Personalizing mental health care

Harvard Business Review (HBR) features an article by Jonathan Woodson, MD, Larz Anderson Professor in Management and Director – BU Institute for Health Systems Innovation and his colleagues Jayakanth Srinivasan, Millard D. Brown, and Christopher G. Ivany. The article  focuses on the U.S. Army’s implementation of precise treatments for war-related behavioral conditions.

Personalization is playing a huge role in transforming an assortment of fields. Yet, in recent years, mental health care seems to have been left behind in the race. But the U.S. Army’s efforts at improving mental health care issues for its war-affected soldiers could prove to be an example for the civilian world to draw on.

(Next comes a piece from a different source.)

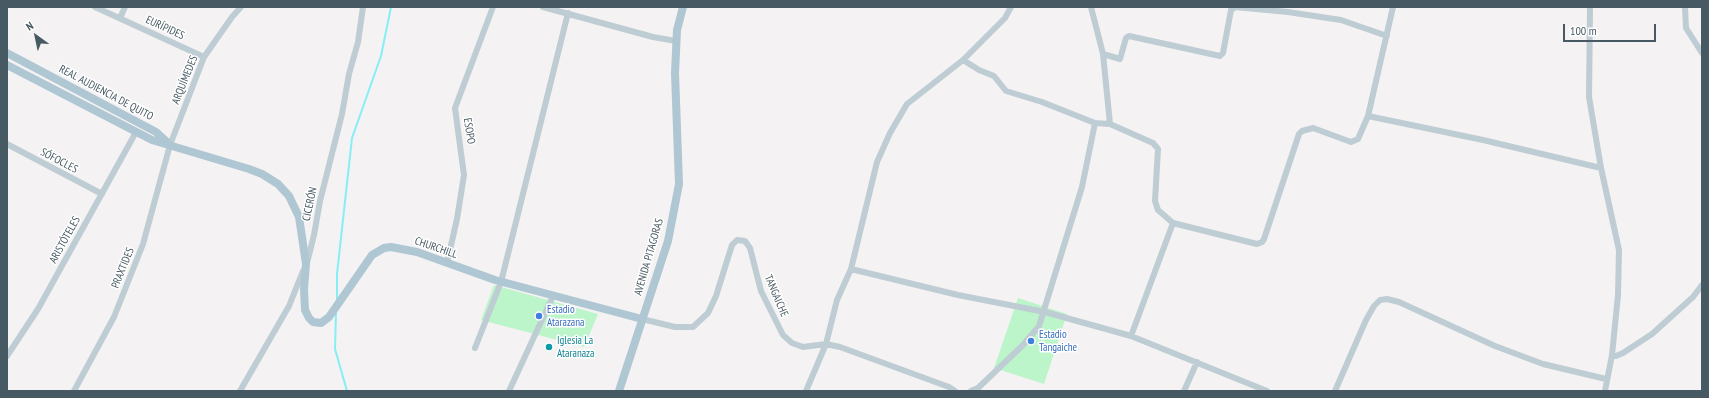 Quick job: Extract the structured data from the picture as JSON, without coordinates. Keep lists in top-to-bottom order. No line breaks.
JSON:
{"streets":{"main road":["REAL AUDIENCIA DE QUITO","CHURCHILL","AVENIDA PITAGORAS"],"street":["EURÍPIDES","ARQUÍMEDES","ESOPO","SÓFOCLES","CICERÓN","ARISTÓTELES","PRAXTIDES","TANGAICHE"]},"crossings":[["EURÍPIDES","ARQUÍMEDES"],["ARQUÍMEDES","REAL AUDIENCIA DE QUITO"],["ARQUÍMEDES","PRAXTIDES"],["REAL AUDIENCIA DE QUITO","CICERÓN"],["REAL AUDIENCIA DE QUITO","ARISTÓTELES"],["REAL AUDIENCIA DE QUITO","CHURCHILL"],["REAL AUDIENCIA DE QUITO","PRAXTIDES"],["ESOPO","CHURCHILL"],["SÓFOCLES","ARISTÓTELES"],["CICERÓN","CHURCHILL"],["CHURCHILL","AVENIDA PITAGORAS"],["CHURCHILL","TANGAICHE"],["AVENIDA PITAGORAS","TANGAICHE"]],"places":["Estadio Atarazana","Estadio Tangaiche","Iglesia La Ataranaza"],"scale_bar":"100 m","north":"top left"}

In their article published by HBR, the authors mention that various reasons account for a lack of systematic means of data collection for mental health care in the United States. Earlier, the Army had no way of determining whether more precision was required in tailoring their mental healthcare treatments for soldiers. The process for data collection was manual, time consuming and prone to errors. This changed with the introduction of a system called Behavioral Health Data Portal (BHDP). The system made patient health data collection, monitoring and individualized feedback seamless, enabling the Army to address individual patient needs over a period of time.

Woodson and his colleagues also demonstrate the advantages of BHDP with multiple examples and suggest that implementation of such measures will benefit the wider health care system in the long run.